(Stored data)
# # # # # # #

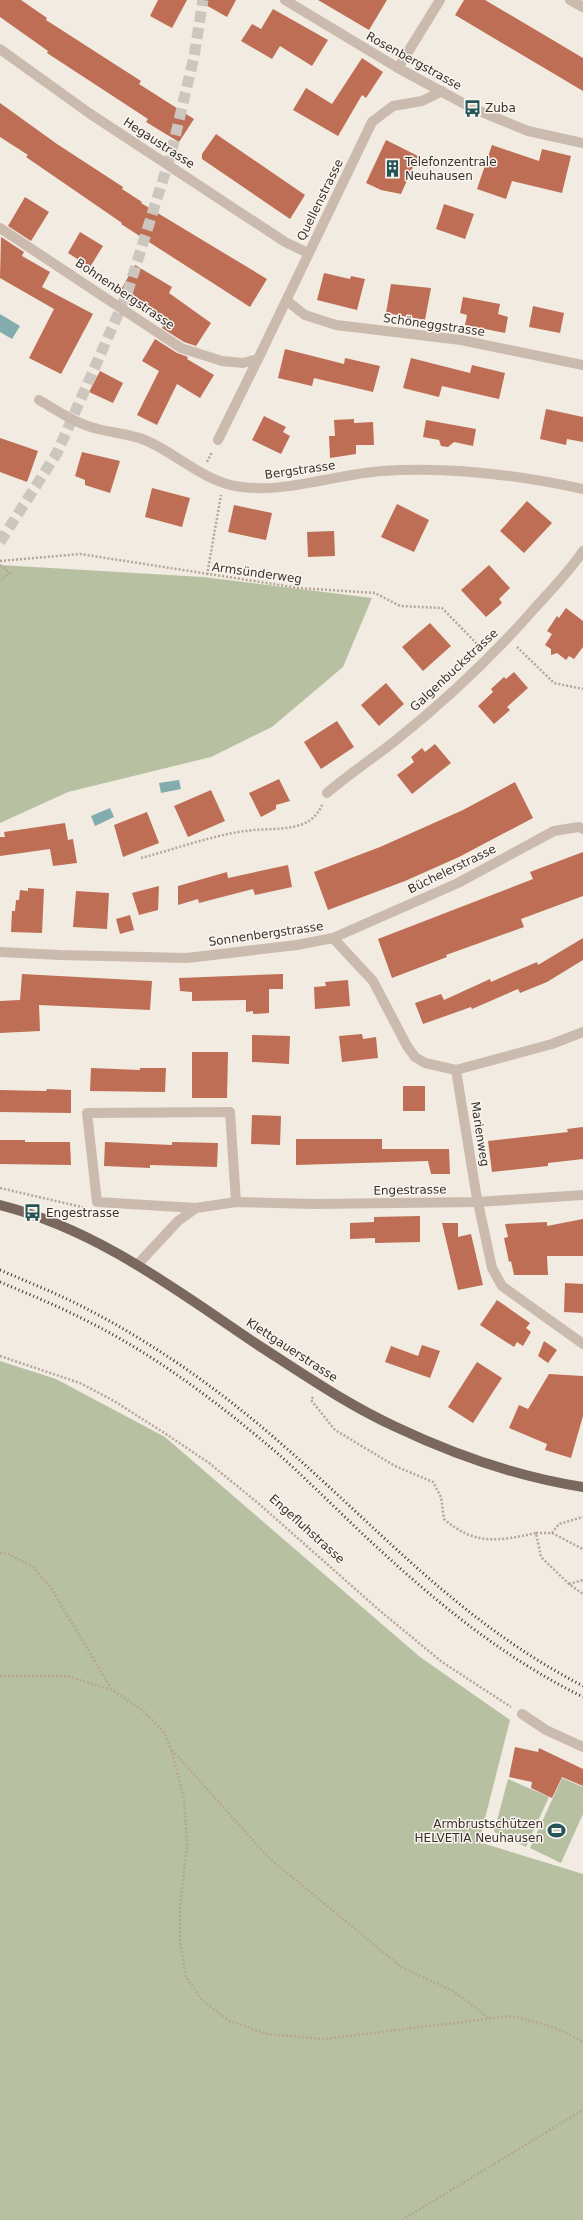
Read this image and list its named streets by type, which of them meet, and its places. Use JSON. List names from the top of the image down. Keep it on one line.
{"streets":{"main road":["Klettgauerstrasse"],"street":["Rosenbergstrasse","Hegaustrasse","Quellenstrasse","Bohnenbergstrasse","Schöneggstrasse","Bergstrasse","Galgenbuckstrasse","Büchelerstrasse","Sonnenbergstrasse","Marienweg","Engestrasse"],"path":["Armsünderweg","Engefluhstrasse"]},"crossings":[["Rosenbergstrasse","Quellenstrasse"],["Hegaustrasse","Quellenstrasse"],["Quellenstrasse","Bohnenbergstrasse"],["Quellenstrasse","Schöneggstrasse"],["Armsünderweg","Galgenbuckstrasse"],["Büchelerstrasse","Sonnenbergstrasse"],["Sonnenbergstrasse","Marienweg"],["Marienweg","Engestrasse"],["Engestrasse","Klettgauerstrasse"]],"places":{"bus stop":["Zuba","Engestrasse"],"building":["Telefonzentrale Neuhausen"],"sports":["Armbrustschützen HELVETIA Neuhausen"]}}
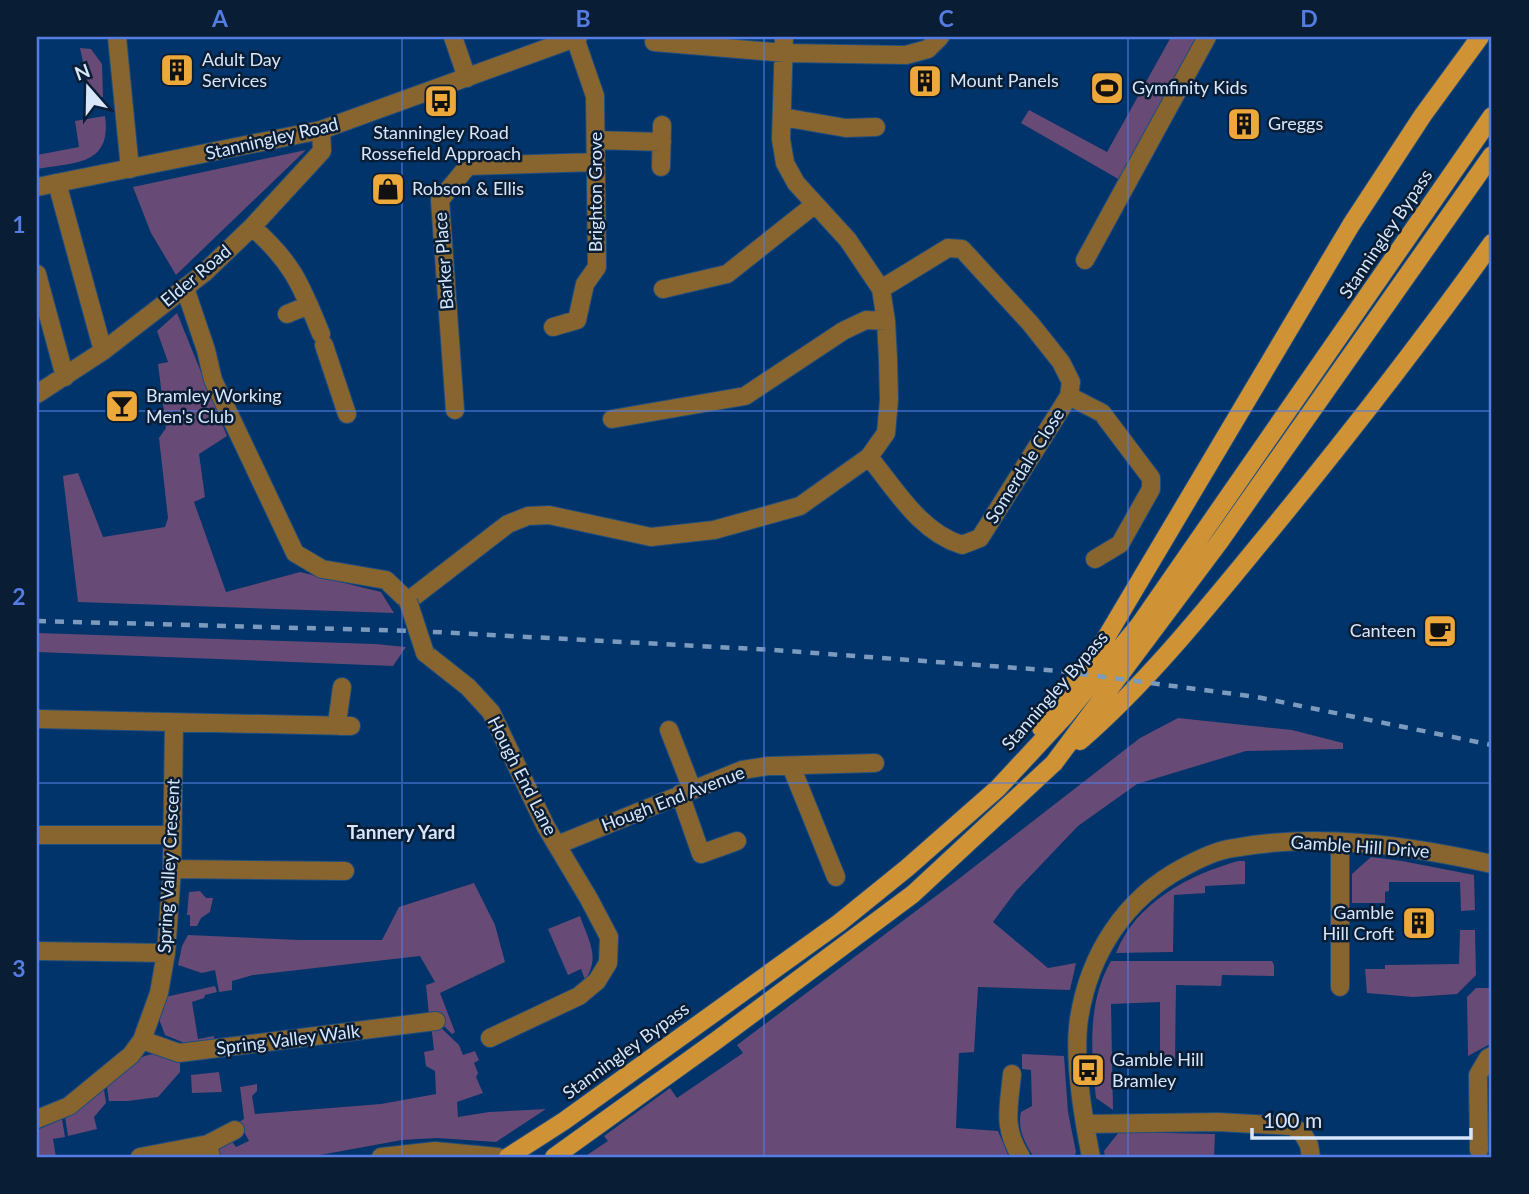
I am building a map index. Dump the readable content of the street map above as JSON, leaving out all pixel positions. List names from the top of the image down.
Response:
{
  "streets": {
    "main road": ["Stanningley Bypass"],
    "street": [
      "Stanningley Road",
      "Brighton Grove",
      "Barker Place",
      "Elder Road",
      "Somerdale Close",
      "Hough End Lane",
      "Hough End Avenue",
      "Gamble Hill Drive",
      "Spring Valley Crescent",
      "Spring Valley Walk"
    ]
  },
  "crossings": [
    ["Stanningley Road", "Brighton Grove"],
    ["Stanningley Road", "Elder Road"],
    ["Brighton Grove", "Barker Place"],
    ["Hough End Lane", "Hough End Avenue"],
    ["Spring Valley Crescent", "Spring Valley Walk"]
  ],
  "districts": ["Tannery Yard"],
  "places": {
    "building": [
      "Adult Day Services",
      "Mount Panels",
      "Greggs",
      "Gamble Hill Croft"
    ],
    "sports": ["Gymfinity Kids"],
    "bus stop": ["Stanningley Road Rossefield Approach", "Gamble Hill Bramley"],
    "shop": ["Robson & Ellis"],
    "bar": ["Bramley Working Men's Club"],
    "cafe": ["Canteen"]
  },
  "scale_bar": "100 m",
  "north": "top",
  "grid": {
    "columns": [
      "A",
      "B",
      "C",
      "D"
    ],
    "rows": ["1", "2", "3"]
  }
}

# # # # # # #

* WHAT IS NEEDED: The records above are to be transcribed in full, with images omitted.

* ANSWER BOX:
Read this image and list its named streets by type, which of them meet, and its places. Use JSON. List names from the top of the image down. Keep it on one line.
{"streets":{"main road":["Klettgauerstrasse"],"street":["Rosenbergstrasse","Hegaustrasse","Quellenstrasse","Bohnenbergstrasse","Schöneggstrasse","Bergstrasse","Galgenbuckstrasse","Büchelerstrasse","Sonnenbergstrasse","Marienweg","Engestrasse"],"path":["Armsünderweg","Engefluhstrasse"]},"crossings":[["Rosenbergstrasse","Quellenstrasse"],["Hegaustrasse","Quellenstrasse"],["Quellenstrasse","Bohnenbergstrasse"],["Quellenstrasse","Schöneggstrasse"],["Armsünderweg","Galgenbuckstrasse"],["Büchelerstrasse","Sonnenbergstrasse"],["Sonnenbergstrasse","Marienweg"],["Marienweg","Engestrasse"],["Engestrasse","Klettgauerstrasse"]],"places":{"bus stop":["Zuba","Engestrasse"],"building":["Telefonzentrale Neuhausen"],"sports":["Armbrustschützen HELVETIA Neuhausen"]}}
I am building a map index. Dump the readable content of the street map above as JSON, leaving out all pixel positions. List names from the top of the image down.
Response:
{
  "streets": {
    "main road": ["Stanningley Bypass"],
    "street": [
      "Stanningley Road",
      "Brighton Grove",
      "Barker Place",
      "Elder Road",
      "Somerdale Close",
      "Hough End Lane",
      "Hough End Avenue",
      "Gamble Hill Drive",
      "Spring Valley Crescent",
      "Spring Valley Walk"
    ]
  },
  "crossings": [
    ["Stanningley Road", "Brighton Grove"],
    ["Stanningley Road", "Elder Road"],
    ["Brighton Grove", "Barker Place"],
    ["Hough End Lane", "Hough End Avenue"],
    ["Spring Valley Crescent", "Spring Valley Walk"]
  ],
  "districts": ["Tannery Yard"],
  "places": {
    "building": [
      "Adult Day Services",
      "Mount Panels",
      "Greggs",
      "Gamble Hill Croft"
    ],
    "sports": ["Gymfinity Kids"],
    "bus stop": ["Stanningley Road Rossefield Approach", "Gamble Hill Bramley"],
    "shop": ["Robson & Ellis"],
    "bar": ["Bramley Working Men's Club"],
    "cafe": ["Canteen"]
  },
  "scale_bar": "100 m",
  "north": "top",
  "grid": {
    "columns": [
      "A",
      "B",
      "C",
      "D"
    ],
    "rows": ["1", "2", "3"]
  }
}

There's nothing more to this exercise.